We found a progressive increase in mtDNA damage after exposure to increasing concentrations of palmitate, with the greatest amount of damage to mtDNA resulting from exposure to 2 mM palmitate (one break per restriction fragment). It is important to point out that although this concentration caused the greatest amount of damage, significant mtDNA damage was seen at concentrations as low as 0.5 mM. Nevertheless, the 2 mM concentration of FFA and BSA (2%) placed the unbound FFA levels in the range of 600–800 µM, which is consistent with the FFA concentrations observed in T2DM (46). Moreover, this concentration of palmitate has been found previously to cause insulin resistance at the level of glycogen synthesis in rat soleus muscle (47).

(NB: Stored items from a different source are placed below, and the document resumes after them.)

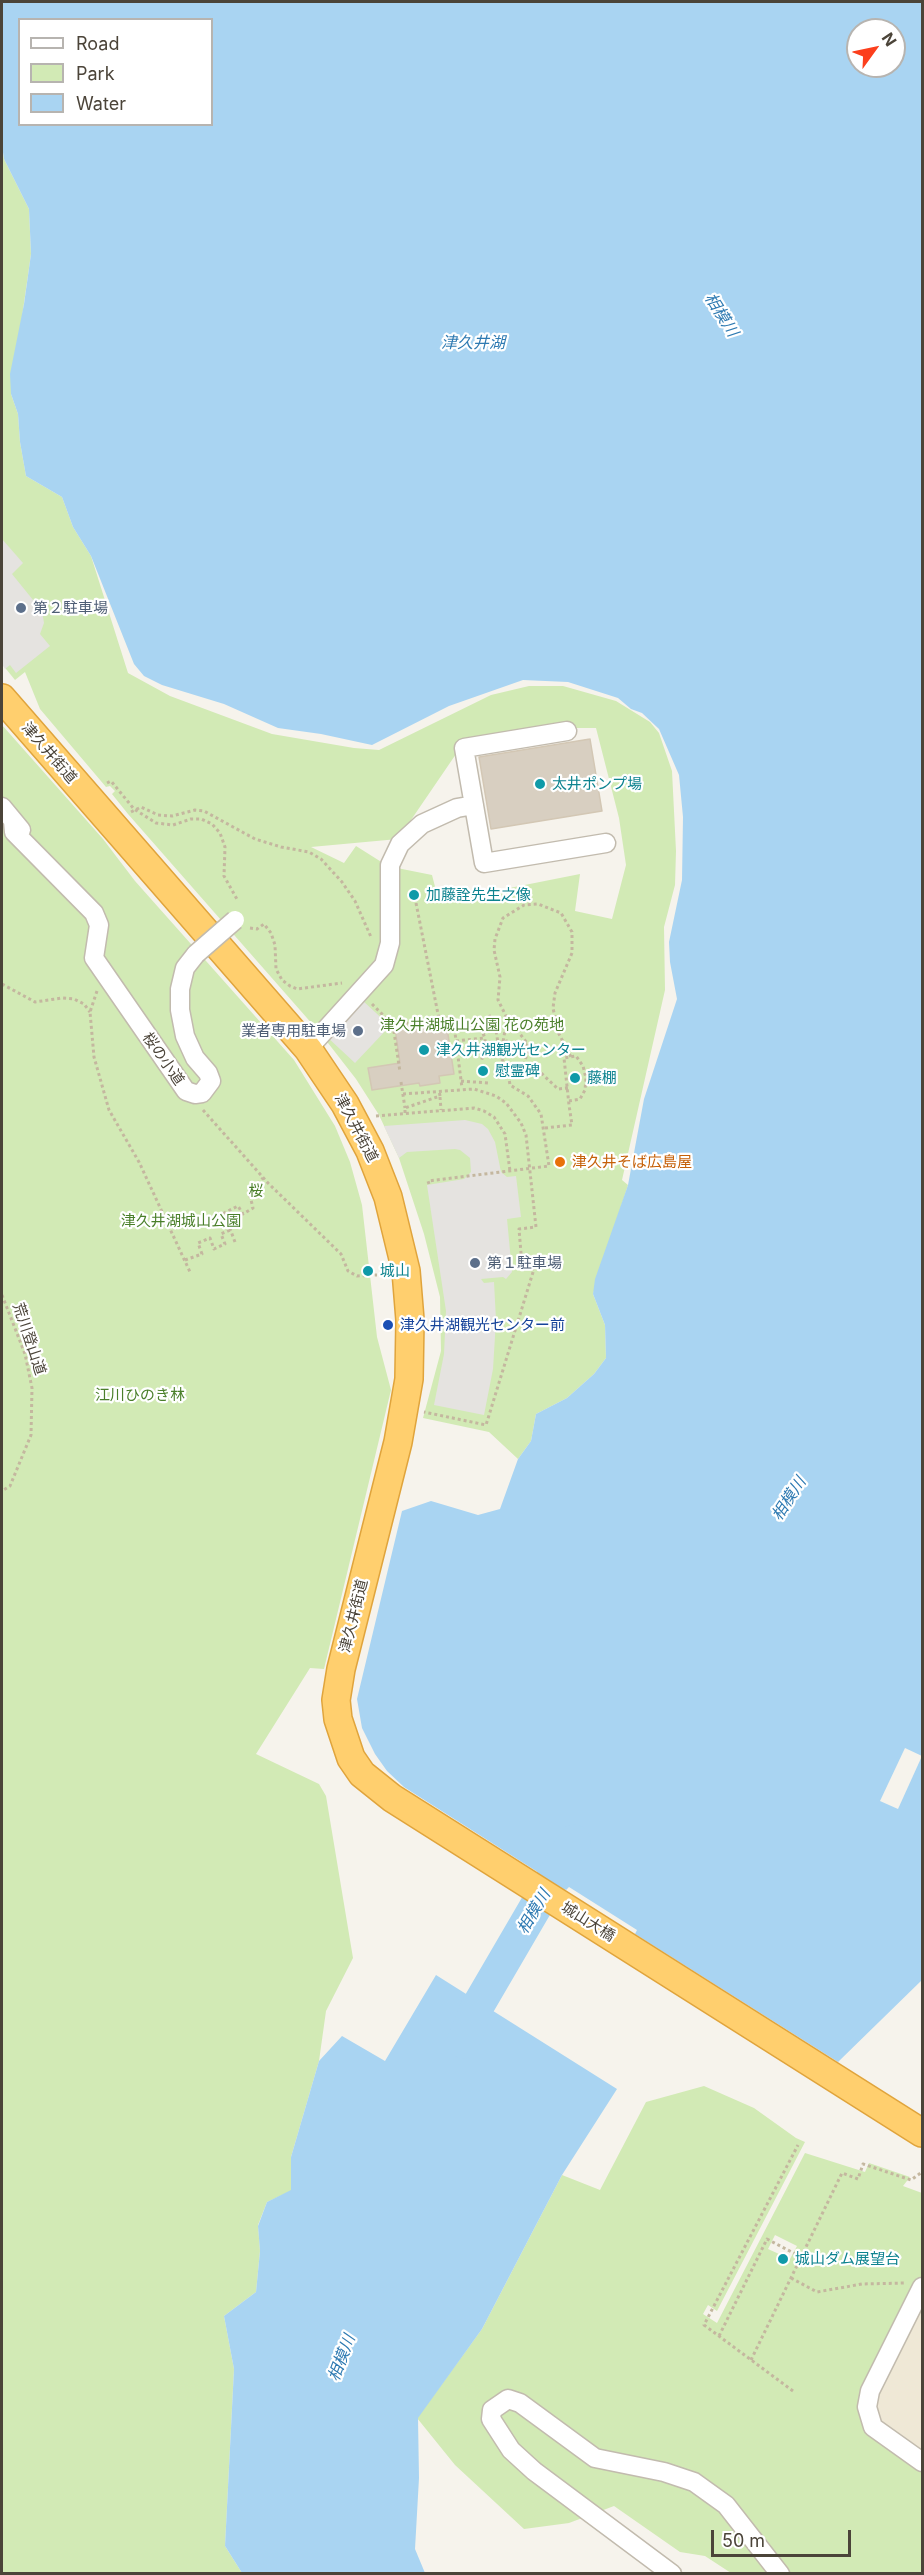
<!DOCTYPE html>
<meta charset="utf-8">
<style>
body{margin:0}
#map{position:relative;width:924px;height:2575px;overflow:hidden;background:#f6f3ec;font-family:Inter,sans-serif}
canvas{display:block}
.frame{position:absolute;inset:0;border:3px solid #4b4439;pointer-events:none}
.legend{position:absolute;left:18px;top:18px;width:195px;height:108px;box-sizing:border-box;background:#fff;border:2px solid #b7b4b0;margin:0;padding:8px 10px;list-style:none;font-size:18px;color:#4b4439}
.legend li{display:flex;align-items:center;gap:12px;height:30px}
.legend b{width:30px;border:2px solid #b7b4b0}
.north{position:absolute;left:846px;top:18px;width:60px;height:60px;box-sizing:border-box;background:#fff;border:2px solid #b7b4b0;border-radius:50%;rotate:57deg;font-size:16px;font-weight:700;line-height:24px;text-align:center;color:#4b4439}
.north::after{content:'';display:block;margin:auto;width:21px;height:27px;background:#fc3f1d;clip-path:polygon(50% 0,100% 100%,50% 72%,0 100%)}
.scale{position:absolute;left:711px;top:2530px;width:140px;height:27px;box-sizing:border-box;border:3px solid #4b4439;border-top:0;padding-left:8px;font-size:18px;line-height:21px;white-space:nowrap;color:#4b4439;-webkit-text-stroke:4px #fff;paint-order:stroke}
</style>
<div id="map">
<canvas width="924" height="2575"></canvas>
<div class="frame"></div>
<ul class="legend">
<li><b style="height:8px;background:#fff"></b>Road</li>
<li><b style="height:16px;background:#d2eab5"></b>Park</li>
<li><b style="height:16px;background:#a9d4f2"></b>Water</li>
</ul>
<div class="north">N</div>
<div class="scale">50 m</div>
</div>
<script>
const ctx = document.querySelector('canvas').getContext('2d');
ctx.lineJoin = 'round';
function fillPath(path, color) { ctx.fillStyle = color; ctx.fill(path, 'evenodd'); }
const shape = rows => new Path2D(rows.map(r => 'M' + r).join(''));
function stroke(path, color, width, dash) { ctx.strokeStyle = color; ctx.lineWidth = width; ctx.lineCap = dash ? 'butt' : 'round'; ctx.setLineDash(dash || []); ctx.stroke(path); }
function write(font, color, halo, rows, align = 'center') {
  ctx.font = font + ' Inter,"Noto Sans JP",sans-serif'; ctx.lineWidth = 4.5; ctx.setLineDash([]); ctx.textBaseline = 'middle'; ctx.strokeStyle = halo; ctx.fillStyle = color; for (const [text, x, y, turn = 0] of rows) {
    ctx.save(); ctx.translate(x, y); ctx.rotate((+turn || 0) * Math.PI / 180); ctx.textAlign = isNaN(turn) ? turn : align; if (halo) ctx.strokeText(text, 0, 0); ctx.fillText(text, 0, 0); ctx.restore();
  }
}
const education = shape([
 [922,2304,922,2454,879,2422,875,2404]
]);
const green = shape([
 [2,146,4,159,29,209,31,254,11,394,18,414,20,442,26,476,62,497,73,527,91,556,128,673,170,696,272,734,354,748,379,750,491,695,529,686,563,686,616,701,650,722,659,733,672,771,676,851,675,885,664,927,665,990,622,1180,628,1185,593,1294,605,1325,606,1358,594,1374,567,1398,536,1414,531,1441,518,1459,489,1432,423,1418,441,1351,440,1297,424,1234,399,1158,379,1115,356,1079,321,1034,128,814,112,794,115,791,110,786,106,787,40,709,25,672,15,680,2,664],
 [538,728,596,728,619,818,626,865,612,919,575,911,580,874,439,902,432,875,397,868,383,863,356,846,344,863,311,847,398,839,467,738],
 [2,725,103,839,135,881,294,1060,335,1126,350,1162,362,1205,377,1337,391,1390,324,1669,310,1668,256,1754,319,1784,326,1796,353,1958,326,2011,319,2061,291,2157,291,2191,267,2202,258,2225,260,2251,256,2292,224,2316,234,2369,225,2546,242,2573,2,2573],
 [704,2086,754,2108,796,2138,805,2142,717,2311,708,2305,703,2314,717,2323,805,2153,865,2172,869,2163,910,2177,903,2186,922,2193,922,2287,860,2402,866,2429,922,2471,922,2573,731,2573,705,2556,680,2552,614,2506,569,2523,524,2529,455,2465,417,2418,482,2329,562,2175,600,2190,646,2102],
 [775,2235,797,2246,790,2259,768,2249]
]);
const parking = shape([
 [2,539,23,563,12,574,42,611,44,623,40,634,50,646,16,673,10,665,5,669,2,664],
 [361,999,390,1026,355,1063,326,1036],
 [465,1120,482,1124,488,1129,495,1142,501,1172,507,1177,516,1176,521,1217,507,1219,512,1272,506,1279,503,1277,481,1279,484,1283,494,1282,496,1320,493,1369,484,1415,434,1405,444,1354,446,1311,427,1185,464,1179,471,1172,470,1158,460,1150,455,1149,407,1152,399,1158,384,1126]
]);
const water = shape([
 [2,2,922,2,922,1980,838,2062,635,1934,637,1930,569,1887,566,1890,404,1787,387,1771,375,1754,362,1728,357,1699,402,1511,431,1501,478,1515,500,1509,518,1459,531,1441,536,1414,567,1398,594,1374,606,1358,605,1325,593,1294,595,1279,628,1185,644,1099,677,999,670,962,669,942,682,880,683,817,679,775,659,729,642,713,631,709,618,698,568,682,523,680,449,706,372,745,321,734,278,728,224,704,162,685,144,676,134,664,91,556,73,527,62,497,26,476,20,442,18,414,11,394,10,374,24,304,31,254,29,209,4,159,2,146],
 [20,20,212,20,212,124,20,124],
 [858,30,894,30,894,66,858,66],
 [436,1975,617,2089,562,2175,482,2329,418,2418,419,2478,415,2549,425,2573,242,2573,225,2546,234,2369,224,2316,256,2292,260,2251,258,2226,267,2202,291,2190,291,2157,319,2061,342,2036,385,2061]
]);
const pier = shape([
 [905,1748,922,1756,898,1809,880,1801]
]);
const river = shape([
 [463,2042,476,2009,574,1841]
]);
const building = shape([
 [590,739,602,811,491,829,479,757,590,739],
 [446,1021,454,1074,439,1076,440,1083,420,1086,419,1083,372,1090,368,1068,400,1063,395,1028,446,1021]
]);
const path = shape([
 [107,783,111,781,134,809,156,823,173,825,191,819,201,819,212,824,220,833,225,847,224,876,238,901],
 [131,812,141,807,158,815,172,816,195,810,204,811,255,839,281,847,309,852,321,859,342,882,355,901,371,937],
 [416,903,439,1019],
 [250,928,257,929,264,924,271,933,275,945,276,969,282,980,290,986,297,989,342,983],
 [2,984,35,1002,62,998,74,999,84,1004,90,1012],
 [97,991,90,1012,94,1057,109,1110,139,1162,190,1272],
 [372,1004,393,1025,453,1017,462,1088],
 [489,1015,496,1030,498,1043,507,1041,513,1048,527,1043],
 [476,1017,485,1038,485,1049,481,1062],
 [481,1024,491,1018],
 [393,1025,400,1072],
 [517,1030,527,1043,528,1052,524,1063,527,1070,539,1071,558,1089,568,1088],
 [456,1041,484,1038],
 [461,1081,488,1083],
 [401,1082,405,1108],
 [403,1094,474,1089,496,1096,506,1103,521,1123,526,1135,536,1227,519,1229,522,1265,534,1269,486,1425,424,1412],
 [440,1097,441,1110],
 [203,1110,268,1183,341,1254,348,1271,357,1276,377,1275],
 [405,1113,405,1108,440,1096,439,1090],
 [376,1116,474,1108,484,1111,494,1117,505,1134,510,1171],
 [545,1128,572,1125,569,1105,564,1058,576,1056,583,1066,586,1078,585,1090,580,1099,569,1101],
 [429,1184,428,1181,549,1166,541,1114,528,1096,510,1085,507,1066,497,1053,503,1042,506,1025,506,1016,498,1000,500,977,494,950,495,939,503,918,524,905,538,904,561,913,572,932,572,953,555,993,553,1008,558,1032,571,1057],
 [235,1242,224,1213,238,1206,243,1214,253,1208,249,1192,263,1178],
 [185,1260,202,1254,198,1243,210,1238,214,1249,225,1244,221,1234,230,1230],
 [2,1295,25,1354,32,1388,31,1435,10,1486,2,1491],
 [791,2278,817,2292,862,2284,906,2283],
 [719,2336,767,2239,801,2257],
 [751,2360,842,2173,858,2179,863,2164,911,2180,922,2172],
 [793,2391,704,2325,798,2145]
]);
const minor = shape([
 [567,731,464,748,484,863,606,843],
 [2,807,21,830],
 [13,821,14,832,94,913,99,925,94,958,186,1091,195,1094,202,1093,211,1081,208,1073,195,1058,185,1036,180,1010,180,989,185,968,196,954],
 [308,1049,384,965,390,943,390,865,400,844,422,824,457,808,474,805],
 [922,2287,870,2391,867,2407,873,2427,922,2462],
 [672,2574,534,2471,511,2450,491,2419,492,2410,508,2399,520,2403,595,2458,664,2472,694,2482,726,2505,780,2574]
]);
const highway = shape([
 [2,698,308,1049,345,1104,370,1151,388,1197,406,1271,410,1320,409,1379,398,1442,341,1669,336,1700,338,1719,351,1758,362,1774,392,1798,922,2133]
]);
const minorBridge = shape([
 [196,954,235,920]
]);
const markers = [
 [21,608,6,"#5c6f8a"],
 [540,784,6,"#0f9aa8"],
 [414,895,6,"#0f9aa8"],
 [358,1031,6,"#5c6f8a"],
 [424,1050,6,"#0f9aa8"],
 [483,1071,6,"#0f9aa8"],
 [575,1078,6,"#0f9aa8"],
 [560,1162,6,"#e8710a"],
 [475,1263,6,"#5c6f8a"],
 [368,1271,6,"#0f9aa8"],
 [388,1325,6,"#1a4fb4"],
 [783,2259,6,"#0f9aa8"]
];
const serviceNames = [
 ["第２駐車場",33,608],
 ["業者専用駐車場",346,1031,"right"],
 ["第１駐車場",487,1263]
];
const streetNames = [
 ["津久井街道",49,753,49],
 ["桜の小道",163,1059,55],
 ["津久井街道",356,1128,62],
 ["荒川登山道",29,1339,72],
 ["津久井街道",354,1616,-76],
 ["城山大橋",588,1922,32]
];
const cultureNames = [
 ["太井ポンプ場",552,784],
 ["加藤詮先生之像",426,895],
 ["津久井湖観光センター",436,1050],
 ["慰霊碑",495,1071],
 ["藤棚",587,1078],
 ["城山",380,1271],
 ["城山ダム展望台",795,2259]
];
const parkNames = [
 ["津久井湖城山公園 花の苑地",472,1025],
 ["桜",256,1191],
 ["津久井湖城山公園",181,1221],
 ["江川ひのき林",140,1395]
];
const foodNames = [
 ["津久井そば広島屋",572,1162]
];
const transitNames = [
 ["津久井湖観光センター前",400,1325]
];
const waterNames = [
 ["相模川",721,315,58],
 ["津久井湖",473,343],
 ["相模川",789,1499,-57],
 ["相模川",534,1912,-59],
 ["相模川",342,2358,-69]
];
fillPath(education, '#efe8d6');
fillPath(green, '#d2eab5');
fillPath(parking, '#e5e3e0');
fillPath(water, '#a9d4f2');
fillPath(pier, '#f6f3ec');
stroke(river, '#a9d4f2', 33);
fillPath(building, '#d8cfc1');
stroke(building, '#d3c7b4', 1.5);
stroke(minor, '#c2bbae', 21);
stroke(highway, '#e0a43c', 30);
stroke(path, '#c4b79f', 3, [3, 3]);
stroke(minor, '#fff', 18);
stroke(highway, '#ffcf6e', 27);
stroke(minorBridge, '#c2bbae', 21, []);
stroke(minorBridge, '#fff', 18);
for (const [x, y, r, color] of markers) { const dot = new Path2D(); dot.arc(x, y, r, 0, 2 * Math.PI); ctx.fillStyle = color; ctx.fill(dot); stroke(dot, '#fff', 2); }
write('15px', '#4e5e75', '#fff', serviceNames, 'left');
write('15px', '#4b4439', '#fff', streetNames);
write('15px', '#0d838f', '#fff', cultureNames, 'left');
write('15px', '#4a7f2a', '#fff', parkNames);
write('15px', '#c56008', '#fff', foodNames, 'left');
write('15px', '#164399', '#fff', transitNames, 'left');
write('italic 16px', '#2e7ab2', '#fff', waterNames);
</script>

Previously, our laboratory has shown that endogenously generated peroxynitrite produced by exposure to cytokines can damage mtDNA in oligodendrocytes (33). Based on the fact that palmitate stimulated iNOS expression and the production of both superoxide and NO in L6 myotubes, we believe that peroxynitrite, the end product of the reaction of NO with superoxide (for review, see Ref. 48), is the oxidant that damaged mtDNA in these cells. The most direct evidence supporting that peroxynitrite caused the mtDNA damage and cell death in the present report comes from the studies using the peroxynitrite decomposition catalyst, FeTPPS, which significantly reduced palmitate-induced mtDNA damage even at the highest concentration studied. Additionally, aminoguanidine, which blocks NO production, and NAc, which enhances the scavenging of superoxide, also reduced palmitate-induced mtDNA damage and cytotoxicity in L6 myotubes. Therefore, when either of the precursors required for peroxynitrite formation were removed, both mtDNA damage and cell death were attenuated.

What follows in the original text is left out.